__Stored data__:
^^^^^^^^

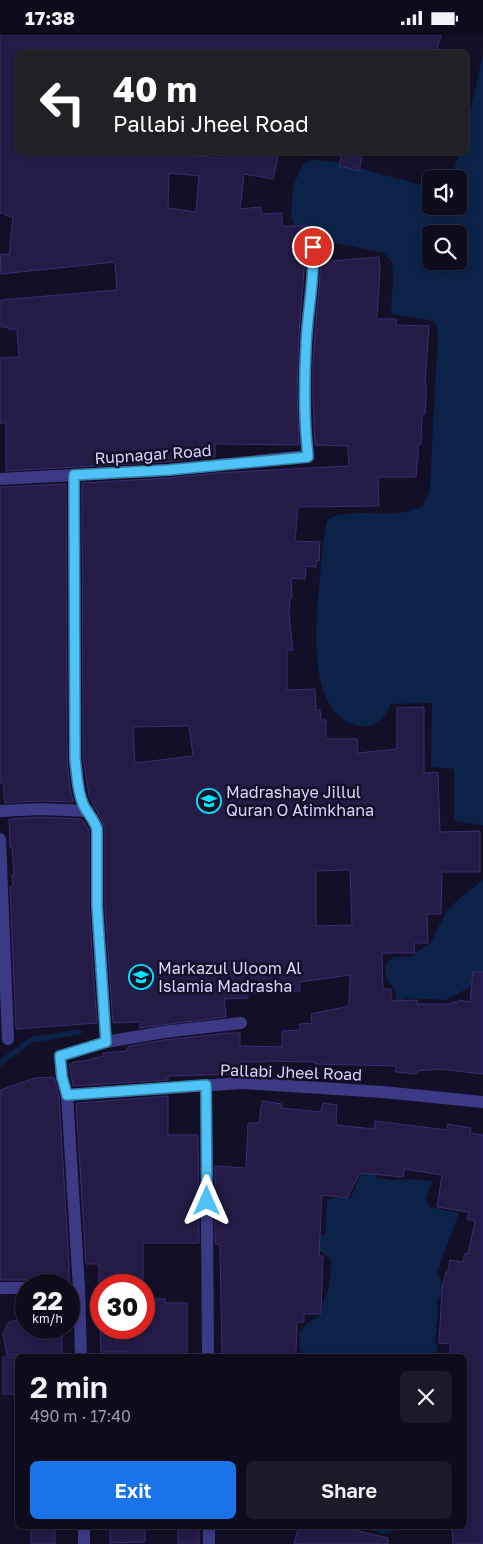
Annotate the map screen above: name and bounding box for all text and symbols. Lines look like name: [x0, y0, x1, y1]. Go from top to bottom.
text: 17:38: [25, 6, 75, 29]
text: 40 m: [113, 68, 197, 110]
icon: left: [30, 70, 95, 135]
text: Pallabi Jheel Road: [113, 110, 309, 137]
map controls: [422, 170, 467, 270]
button: sound: [422, 170, 467, 215]
button: search: [422, 225, 467, 270]
pin: [292, 226, 334, 268]
icon: arrive: [299, 233, 327, 261]
street label: Rupnagar Road: [94, 440, 212, 468]
place label: Madrashaye Jillul Quran O Atimkhana: [226, 782, 374, 820]
school or university icon: Madrashaye Jillul Quran O Atimkhana: [196, 788, 222, 814]
place label: Markazul Uloom Al Islamia Madrasha: [158, 958, 301, 996]
school or university icon: Markazul Uloom Al Islamia Madrasha: [128, 964, 154, 990]
street label: Pallabi Jheel Road: [220, 1060, 362, 1084]
position arrow: [180, 1174, 232, 1226]
speed limit sign: 30: [90, 1274, 155, 1339]
text: 22: [32, 1285, 63, 1316]
text: km/h: [32, 1311, 63, 1326]
text: 2 min: [30, 1369, 108, 1405]
button: close: [400, 1371, 452, 1423]
text: 490 m · 17:40: [30, 1406, 131, 1426]
button: Exit: [30, 1461, 236, 1519]
button: Share: [246, 1461, 452, 1519]

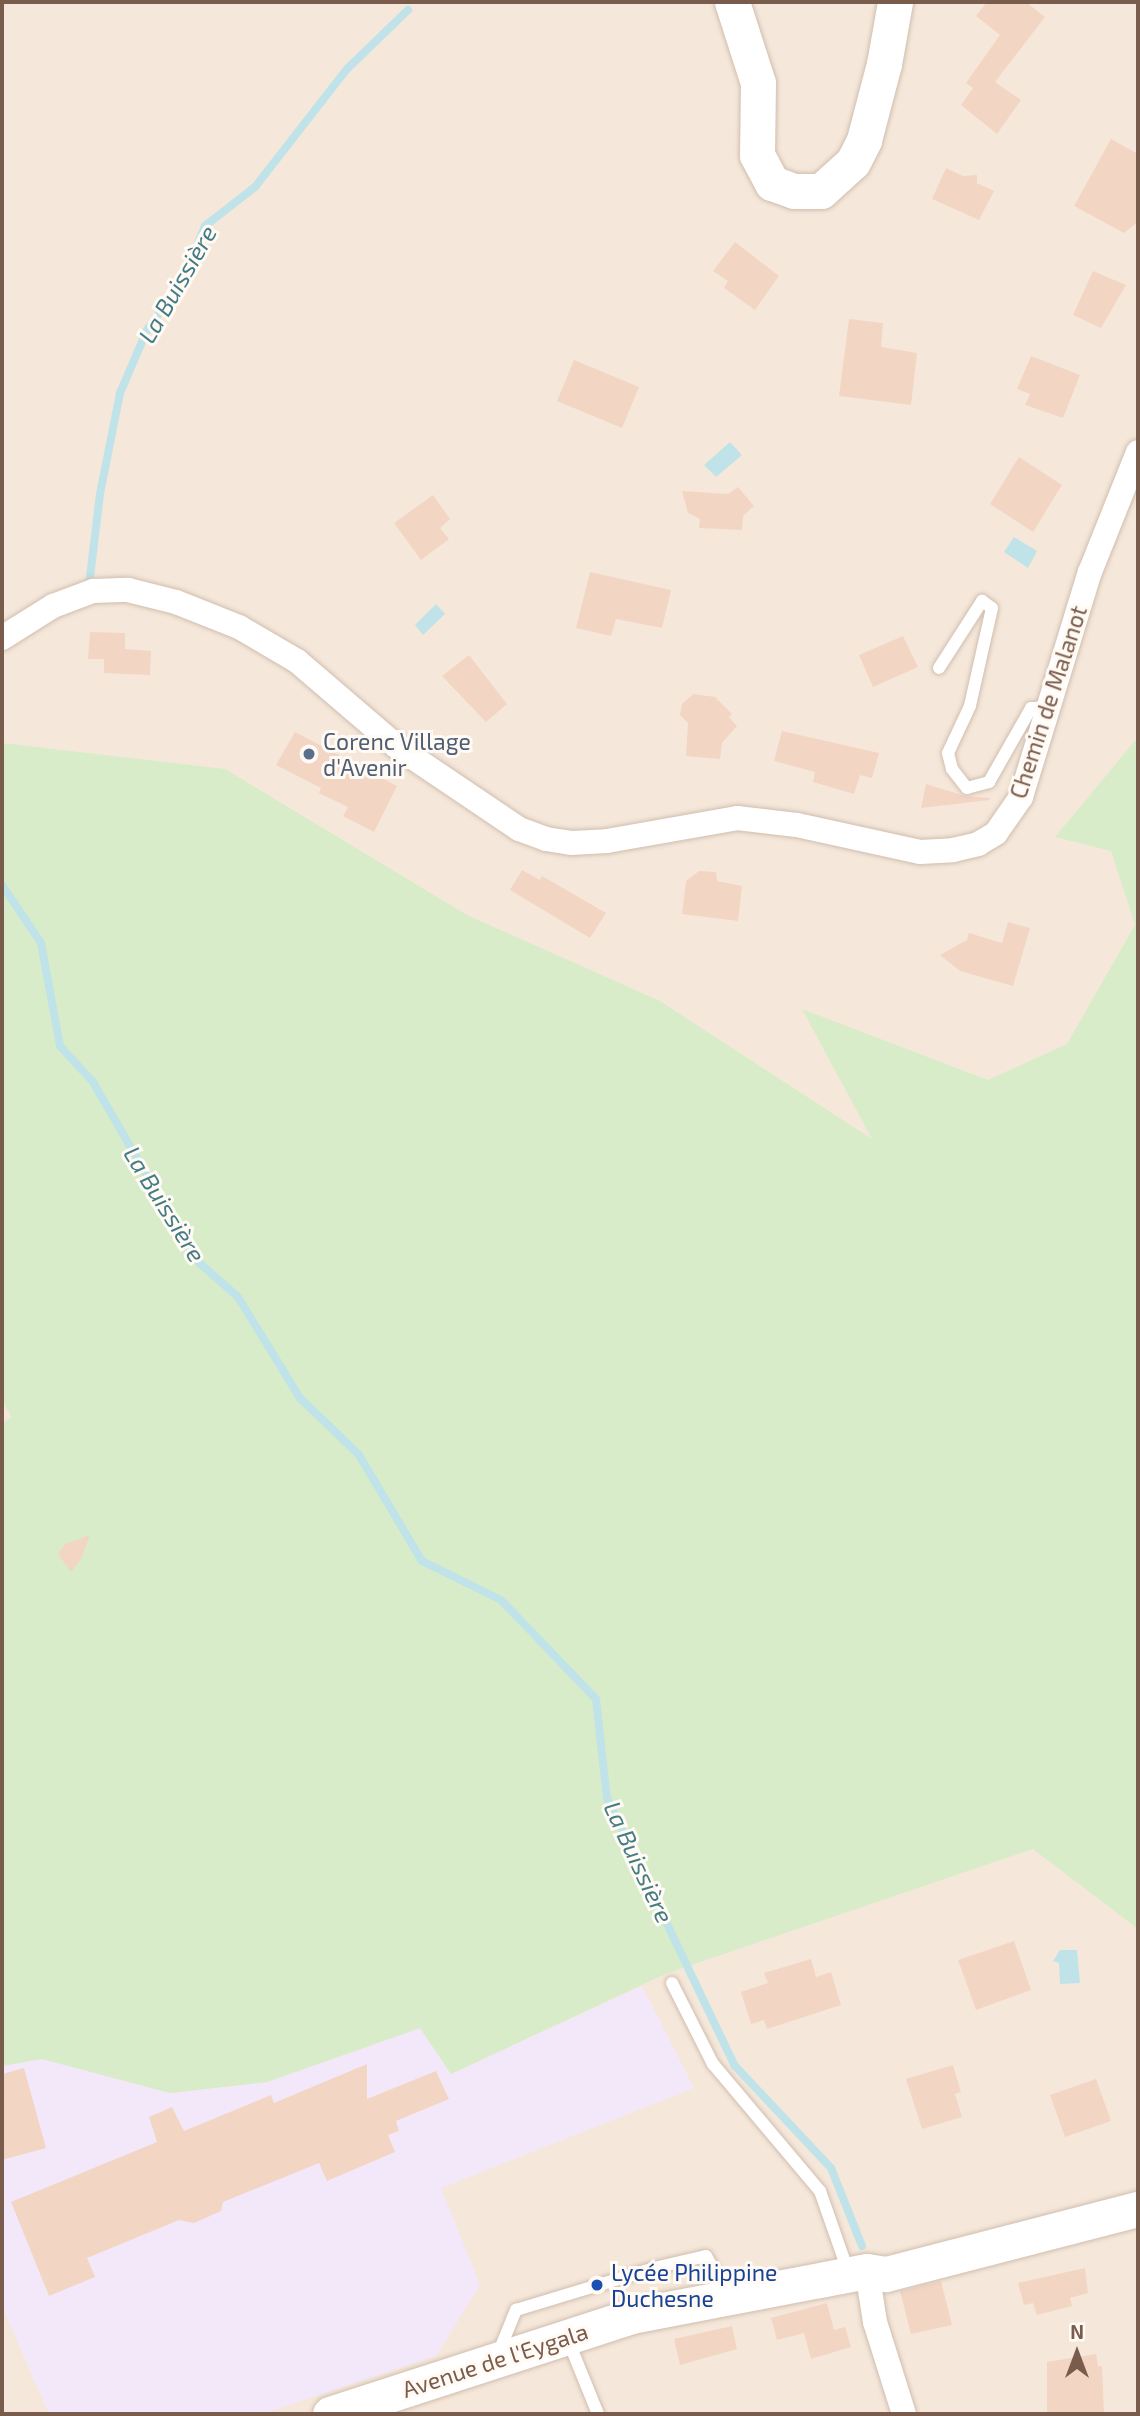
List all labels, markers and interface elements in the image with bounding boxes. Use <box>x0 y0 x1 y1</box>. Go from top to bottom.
water label: La Buissière <box>132 220 222 348</box>
street label: Chemin de Malanot <box>1004 602 1092 802</box>
place label: Corenc Village d'Avenir <box>323 727 471 781</box>
marker: Corenc Village d'Avenir <box>301 746 317 762</box>
water label: La Buissière <box>118 1141 212 1267</box>
water label: La Buissière <box>598 1797 680 1927</box>
place label: Lycée Philippine Duchesne <box>611 2258 777 2312</box>
marker: Lycée Philippine Duchesne <box>589 2277 605 2293</box>
street label: Avenue de l'Eygala <box>399 2317 591 2403</box>
north arrow <box>1042 2318 1112 2388</box>
text: N <box>1070 2320 1084 2343</box>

^^^^^^^^

__WHAT TO PRODUCE__: Please return the lines above exactly, with the pictures omitted.

__COMPLETED EXERCISE__:
Annotate the map screen above: name and bounding box for all text and symbols. Lines look like name: [x0, y0, x1, y1]. Go from top to bottom.
text: 17:38: [25, 6, 75, 29]
text: 40 m: [113, 68, 197, 110]
icon: left: [30, 70, 95, 135]
text: Pallabi Jheel Road: [113, 110, 309, 137]
map controls: [422, 170, 467, 270]
button: sound: [422, 170, 467, 215]
button: search: [422, 225, 467, 270]
pin: [292, 226, 334, 268]
icon: arrive: [299, 233, 327, 261]
street label: Rupnagar Road: [94, 440, 212, 468]
place label: Madrashaye Jillul Quran O Atimkhana: [226, 782, 374, 820]
school or university icon: Madrashaye Jillul Quran O Atimkhana: [196, 788, 222, 814]
place label: Markazul Uloom Al Islamia Madrasha: [158, 958, 301, 996]
school or university icon: Markazul Uloom Al Islamia Madrasha: [128, 964, 154, 990]
street label: Pallabi Jheel Road: [220, 1060, 362, 1084]
position arrow: [180, 1174, 232, 1226]
speed limit sign: 30: [90, 1274, 155, 1339]
text: 22: [32, 1285, 63, 1316]
text: km/h: [32, 1311, 63, 1326]
text: 2 min: [30, 1369, 108, 1405]
button: close: [400, 1371, 452, 1423]
text: 490 m · 17:40: [30, 1406, 131, 1426]
button: Exit: [30, 1461, 236, 1519]
button: Share: [246, 1461, 452, 1519]

List all labels, markers and interface elements in the image with bounding boxes. Use <box>x0 y0 x1 y1</box>. Go from top to bottom.
water label: La Buissière <box>132 220 222 348</box>
street label: Chemin de Malanot <box>1004 602 1092 802</box>
place label: Corenc Village d'Avenir <box>323 727 471 781</box>
marker: Corenc Village d'Avenir <box>301 746 317 762</box>
water label: La Buissière <box>118 1141 212 1267</box>
water label: La Buissière <box>598 1797 680 1927</box>
place label: Lycée Philippine Duchesne <box>611 2258 777 2312</box>
marker: Lycée Philippine Duchesne <box>589 2277 605 2293</box>
street label: Avenue de l'Eygala <box>399 2317 591 2403</box>
north arrow <box>1042 2318 1112 2388</box>
text: N <box>1070 2320 1084 2343</box>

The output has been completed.